▶ WHAT TO PRODUCE
Copy every line in the records below that contains the word "linecap".

▶ EXTRACTED RECORDS
* * *

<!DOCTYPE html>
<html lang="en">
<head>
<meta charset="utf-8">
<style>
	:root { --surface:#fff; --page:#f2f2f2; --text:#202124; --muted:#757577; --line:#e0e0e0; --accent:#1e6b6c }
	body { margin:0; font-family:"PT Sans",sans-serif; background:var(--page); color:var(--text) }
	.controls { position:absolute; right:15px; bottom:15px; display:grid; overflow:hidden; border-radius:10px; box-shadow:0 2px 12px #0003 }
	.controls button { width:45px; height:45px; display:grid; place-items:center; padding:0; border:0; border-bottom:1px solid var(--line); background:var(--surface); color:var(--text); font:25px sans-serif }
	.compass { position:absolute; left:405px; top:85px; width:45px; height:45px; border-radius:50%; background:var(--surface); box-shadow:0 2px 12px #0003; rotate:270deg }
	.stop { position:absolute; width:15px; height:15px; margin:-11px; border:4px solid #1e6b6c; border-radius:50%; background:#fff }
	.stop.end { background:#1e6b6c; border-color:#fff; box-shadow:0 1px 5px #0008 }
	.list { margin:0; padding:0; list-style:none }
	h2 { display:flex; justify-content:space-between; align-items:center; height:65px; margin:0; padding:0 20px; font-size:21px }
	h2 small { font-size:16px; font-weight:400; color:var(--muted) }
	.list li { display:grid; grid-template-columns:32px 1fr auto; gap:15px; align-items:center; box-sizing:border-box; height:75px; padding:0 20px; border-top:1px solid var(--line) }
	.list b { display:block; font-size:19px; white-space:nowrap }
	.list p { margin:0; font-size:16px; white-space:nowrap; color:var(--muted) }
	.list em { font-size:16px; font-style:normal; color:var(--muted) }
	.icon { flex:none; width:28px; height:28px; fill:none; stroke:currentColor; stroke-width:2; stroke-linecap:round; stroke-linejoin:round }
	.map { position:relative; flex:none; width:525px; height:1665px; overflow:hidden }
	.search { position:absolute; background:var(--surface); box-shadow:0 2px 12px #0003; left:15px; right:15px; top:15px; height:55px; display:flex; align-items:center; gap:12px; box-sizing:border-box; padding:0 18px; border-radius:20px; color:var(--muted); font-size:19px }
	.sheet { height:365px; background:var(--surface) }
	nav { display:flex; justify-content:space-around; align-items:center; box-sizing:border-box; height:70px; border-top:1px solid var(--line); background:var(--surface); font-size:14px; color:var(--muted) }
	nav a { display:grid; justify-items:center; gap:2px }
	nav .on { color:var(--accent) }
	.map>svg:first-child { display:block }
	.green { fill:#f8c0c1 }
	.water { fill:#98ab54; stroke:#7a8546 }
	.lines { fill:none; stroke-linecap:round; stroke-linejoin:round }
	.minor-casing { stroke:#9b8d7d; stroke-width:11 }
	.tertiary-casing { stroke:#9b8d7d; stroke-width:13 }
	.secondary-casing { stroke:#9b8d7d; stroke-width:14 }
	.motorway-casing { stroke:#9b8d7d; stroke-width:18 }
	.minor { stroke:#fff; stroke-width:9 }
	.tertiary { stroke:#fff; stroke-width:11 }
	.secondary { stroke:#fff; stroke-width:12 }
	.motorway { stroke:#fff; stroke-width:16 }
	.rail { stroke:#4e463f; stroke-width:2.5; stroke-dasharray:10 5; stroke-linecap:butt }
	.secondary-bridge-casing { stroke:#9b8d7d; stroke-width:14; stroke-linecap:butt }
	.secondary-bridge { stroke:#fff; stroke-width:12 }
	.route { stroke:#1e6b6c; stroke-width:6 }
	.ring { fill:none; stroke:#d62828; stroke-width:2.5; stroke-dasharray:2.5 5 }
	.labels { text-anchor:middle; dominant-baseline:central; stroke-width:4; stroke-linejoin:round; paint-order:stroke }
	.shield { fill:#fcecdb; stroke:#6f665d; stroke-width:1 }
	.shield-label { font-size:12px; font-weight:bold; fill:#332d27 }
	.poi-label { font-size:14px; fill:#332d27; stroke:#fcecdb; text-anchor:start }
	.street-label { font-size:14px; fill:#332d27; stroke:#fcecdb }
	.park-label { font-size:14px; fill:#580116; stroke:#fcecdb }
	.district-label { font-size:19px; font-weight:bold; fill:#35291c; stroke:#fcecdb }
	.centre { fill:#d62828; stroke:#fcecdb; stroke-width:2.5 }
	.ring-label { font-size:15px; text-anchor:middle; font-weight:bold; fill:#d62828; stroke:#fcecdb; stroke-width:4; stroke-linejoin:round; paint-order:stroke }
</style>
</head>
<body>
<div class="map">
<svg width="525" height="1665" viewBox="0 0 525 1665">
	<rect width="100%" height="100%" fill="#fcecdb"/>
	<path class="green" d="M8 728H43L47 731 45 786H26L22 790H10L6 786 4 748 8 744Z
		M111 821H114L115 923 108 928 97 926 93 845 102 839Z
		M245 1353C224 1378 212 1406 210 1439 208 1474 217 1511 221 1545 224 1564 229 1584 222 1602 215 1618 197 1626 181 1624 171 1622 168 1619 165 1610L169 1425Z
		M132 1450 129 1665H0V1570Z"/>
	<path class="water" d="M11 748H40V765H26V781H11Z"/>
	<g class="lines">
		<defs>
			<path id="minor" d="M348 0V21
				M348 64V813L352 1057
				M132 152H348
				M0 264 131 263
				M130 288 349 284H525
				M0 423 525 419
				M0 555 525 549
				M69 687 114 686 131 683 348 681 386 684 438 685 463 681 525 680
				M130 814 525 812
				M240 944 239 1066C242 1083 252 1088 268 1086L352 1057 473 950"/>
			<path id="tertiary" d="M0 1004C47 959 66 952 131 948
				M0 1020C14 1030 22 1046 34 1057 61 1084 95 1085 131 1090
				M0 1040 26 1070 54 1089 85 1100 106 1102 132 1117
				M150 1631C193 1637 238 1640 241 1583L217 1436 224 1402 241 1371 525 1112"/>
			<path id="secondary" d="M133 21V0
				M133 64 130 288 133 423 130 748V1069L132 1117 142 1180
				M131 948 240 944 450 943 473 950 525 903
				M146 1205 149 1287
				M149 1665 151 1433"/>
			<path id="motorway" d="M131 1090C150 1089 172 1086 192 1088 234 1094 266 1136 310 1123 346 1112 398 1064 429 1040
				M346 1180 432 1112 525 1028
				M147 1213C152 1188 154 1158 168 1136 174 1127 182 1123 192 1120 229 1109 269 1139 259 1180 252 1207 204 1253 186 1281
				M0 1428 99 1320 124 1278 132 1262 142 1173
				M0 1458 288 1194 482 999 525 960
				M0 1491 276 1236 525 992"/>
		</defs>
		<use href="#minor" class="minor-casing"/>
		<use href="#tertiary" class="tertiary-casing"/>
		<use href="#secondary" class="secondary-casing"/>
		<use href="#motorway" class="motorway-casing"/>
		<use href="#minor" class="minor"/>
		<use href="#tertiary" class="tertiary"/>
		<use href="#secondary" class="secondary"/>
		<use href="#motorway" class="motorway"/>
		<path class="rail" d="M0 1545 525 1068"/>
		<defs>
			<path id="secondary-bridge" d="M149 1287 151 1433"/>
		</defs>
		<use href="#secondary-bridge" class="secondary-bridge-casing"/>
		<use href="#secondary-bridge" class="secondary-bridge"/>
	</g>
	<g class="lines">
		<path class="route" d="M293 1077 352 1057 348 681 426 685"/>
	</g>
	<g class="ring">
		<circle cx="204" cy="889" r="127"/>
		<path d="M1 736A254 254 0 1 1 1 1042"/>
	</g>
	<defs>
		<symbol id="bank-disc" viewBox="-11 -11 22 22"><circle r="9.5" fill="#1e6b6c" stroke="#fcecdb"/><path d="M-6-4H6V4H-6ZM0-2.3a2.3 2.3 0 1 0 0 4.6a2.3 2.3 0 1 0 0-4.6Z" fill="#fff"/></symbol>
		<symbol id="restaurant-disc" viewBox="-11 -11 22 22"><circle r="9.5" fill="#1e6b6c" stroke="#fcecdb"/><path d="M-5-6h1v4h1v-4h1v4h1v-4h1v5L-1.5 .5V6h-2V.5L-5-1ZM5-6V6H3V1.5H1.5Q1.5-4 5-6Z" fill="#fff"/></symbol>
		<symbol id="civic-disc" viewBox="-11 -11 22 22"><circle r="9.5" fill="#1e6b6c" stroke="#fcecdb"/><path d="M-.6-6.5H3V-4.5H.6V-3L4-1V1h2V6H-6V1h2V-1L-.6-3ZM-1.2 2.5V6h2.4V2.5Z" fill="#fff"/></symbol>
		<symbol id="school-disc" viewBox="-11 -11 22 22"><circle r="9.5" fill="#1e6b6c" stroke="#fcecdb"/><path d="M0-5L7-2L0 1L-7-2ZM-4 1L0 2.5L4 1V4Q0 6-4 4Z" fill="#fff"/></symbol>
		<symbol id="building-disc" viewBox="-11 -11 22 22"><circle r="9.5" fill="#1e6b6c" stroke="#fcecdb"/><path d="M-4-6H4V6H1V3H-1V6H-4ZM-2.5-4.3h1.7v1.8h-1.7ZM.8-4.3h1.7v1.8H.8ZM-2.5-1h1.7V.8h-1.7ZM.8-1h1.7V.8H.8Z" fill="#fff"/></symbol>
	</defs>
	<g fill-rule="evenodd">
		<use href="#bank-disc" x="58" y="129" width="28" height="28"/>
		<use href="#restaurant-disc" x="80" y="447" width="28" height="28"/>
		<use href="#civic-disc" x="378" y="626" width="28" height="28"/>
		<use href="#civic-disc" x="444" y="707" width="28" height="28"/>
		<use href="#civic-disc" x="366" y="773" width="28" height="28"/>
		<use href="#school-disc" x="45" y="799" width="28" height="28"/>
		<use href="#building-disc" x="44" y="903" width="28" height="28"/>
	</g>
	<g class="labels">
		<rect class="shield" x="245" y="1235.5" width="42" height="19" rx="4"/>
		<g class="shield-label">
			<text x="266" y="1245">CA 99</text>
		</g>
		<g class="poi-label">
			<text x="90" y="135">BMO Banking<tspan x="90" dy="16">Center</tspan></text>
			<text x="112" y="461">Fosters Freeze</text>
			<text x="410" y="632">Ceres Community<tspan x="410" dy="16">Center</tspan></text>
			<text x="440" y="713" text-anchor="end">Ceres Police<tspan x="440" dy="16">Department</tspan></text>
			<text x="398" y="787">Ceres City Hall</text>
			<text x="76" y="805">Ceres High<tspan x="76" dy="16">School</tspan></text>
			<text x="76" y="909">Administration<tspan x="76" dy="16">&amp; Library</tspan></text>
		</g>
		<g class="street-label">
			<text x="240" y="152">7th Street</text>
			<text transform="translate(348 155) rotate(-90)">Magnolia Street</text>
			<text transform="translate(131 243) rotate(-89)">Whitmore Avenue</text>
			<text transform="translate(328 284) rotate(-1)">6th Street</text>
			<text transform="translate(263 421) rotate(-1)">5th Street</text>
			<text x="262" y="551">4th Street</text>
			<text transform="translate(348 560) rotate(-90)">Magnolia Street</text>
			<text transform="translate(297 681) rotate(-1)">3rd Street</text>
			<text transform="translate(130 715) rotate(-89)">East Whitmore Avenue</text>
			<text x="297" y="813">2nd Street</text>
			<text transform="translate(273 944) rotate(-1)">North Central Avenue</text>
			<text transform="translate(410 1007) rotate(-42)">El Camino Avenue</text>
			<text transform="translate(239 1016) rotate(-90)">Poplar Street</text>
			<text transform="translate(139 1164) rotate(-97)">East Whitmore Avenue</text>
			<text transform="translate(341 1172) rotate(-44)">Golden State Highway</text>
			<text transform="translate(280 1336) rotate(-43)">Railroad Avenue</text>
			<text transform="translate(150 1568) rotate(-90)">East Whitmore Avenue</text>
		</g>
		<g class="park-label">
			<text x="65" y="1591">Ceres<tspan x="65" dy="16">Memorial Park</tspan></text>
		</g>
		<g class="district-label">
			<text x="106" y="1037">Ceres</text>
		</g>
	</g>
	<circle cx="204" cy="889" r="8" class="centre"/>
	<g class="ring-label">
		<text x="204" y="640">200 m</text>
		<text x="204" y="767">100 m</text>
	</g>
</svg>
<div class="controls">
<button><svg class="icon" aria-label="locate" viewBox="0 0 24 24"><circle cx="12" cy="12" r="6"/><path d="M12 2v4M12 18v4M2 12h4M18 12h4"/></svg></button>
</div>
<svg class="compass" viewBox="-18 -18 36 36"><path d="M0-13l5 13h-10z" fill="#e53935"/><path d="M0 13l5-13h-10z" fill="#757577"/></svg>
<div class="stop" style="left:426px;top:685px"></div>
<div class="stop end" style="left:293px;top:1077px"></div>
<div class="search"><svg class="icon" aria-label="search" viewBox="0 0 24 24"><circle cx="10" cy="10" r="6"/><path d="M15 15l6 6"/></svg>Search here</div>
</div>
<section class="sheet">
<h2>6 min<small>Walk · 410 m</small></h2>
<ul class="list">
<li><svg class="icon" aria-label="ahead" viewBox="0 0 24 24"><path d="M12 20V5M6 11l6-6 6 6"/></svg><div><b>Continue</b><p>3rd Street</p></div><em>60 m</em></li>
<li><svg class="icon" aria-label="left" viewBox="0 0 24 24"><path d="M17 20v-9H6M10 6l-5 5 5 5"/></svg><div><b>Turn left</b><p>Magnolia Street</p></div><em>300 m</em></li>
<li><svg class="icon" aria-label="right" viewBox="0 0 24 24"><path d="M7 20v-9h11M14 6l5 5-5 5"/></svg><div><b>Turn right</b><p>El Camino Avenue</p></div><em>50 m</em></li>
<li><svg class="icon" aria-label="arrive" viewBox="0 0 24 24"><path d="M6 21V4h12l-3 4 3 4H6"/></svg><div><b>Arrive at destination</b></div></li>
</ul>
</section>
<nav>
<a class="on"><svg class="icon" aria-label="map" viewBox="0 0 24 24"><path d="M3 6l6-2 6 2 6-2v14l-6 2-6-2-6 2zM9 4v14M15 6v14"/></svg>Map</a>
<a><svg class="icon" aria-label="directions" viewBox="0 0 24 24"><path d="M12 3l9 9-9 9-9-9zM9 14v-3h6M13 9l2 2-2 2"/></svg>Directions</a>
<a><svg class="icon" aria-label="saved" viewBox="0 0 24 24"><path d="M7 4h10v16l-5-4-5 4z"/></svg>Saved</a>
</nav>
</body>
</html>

* * *

▶ EXPECTED OUTPUT
	.icon { flex:none; width:28px; height:28px; fill:none; stroke:currentColor; stroke-width:2; stroke-linecap:round; stroke-linejoin:round }
	.lines { fill:none; stroke-linecap:round; stroke-linejoin:round }
	.rail { stroke:#4e463f; stroke-width:2.5; stroke-dasharray:10 5; stroke-linecap:butt }
	.secondary-bridge-casing { stroke:#9b8d7d; stroke-width:14; stroke-linecap:butt }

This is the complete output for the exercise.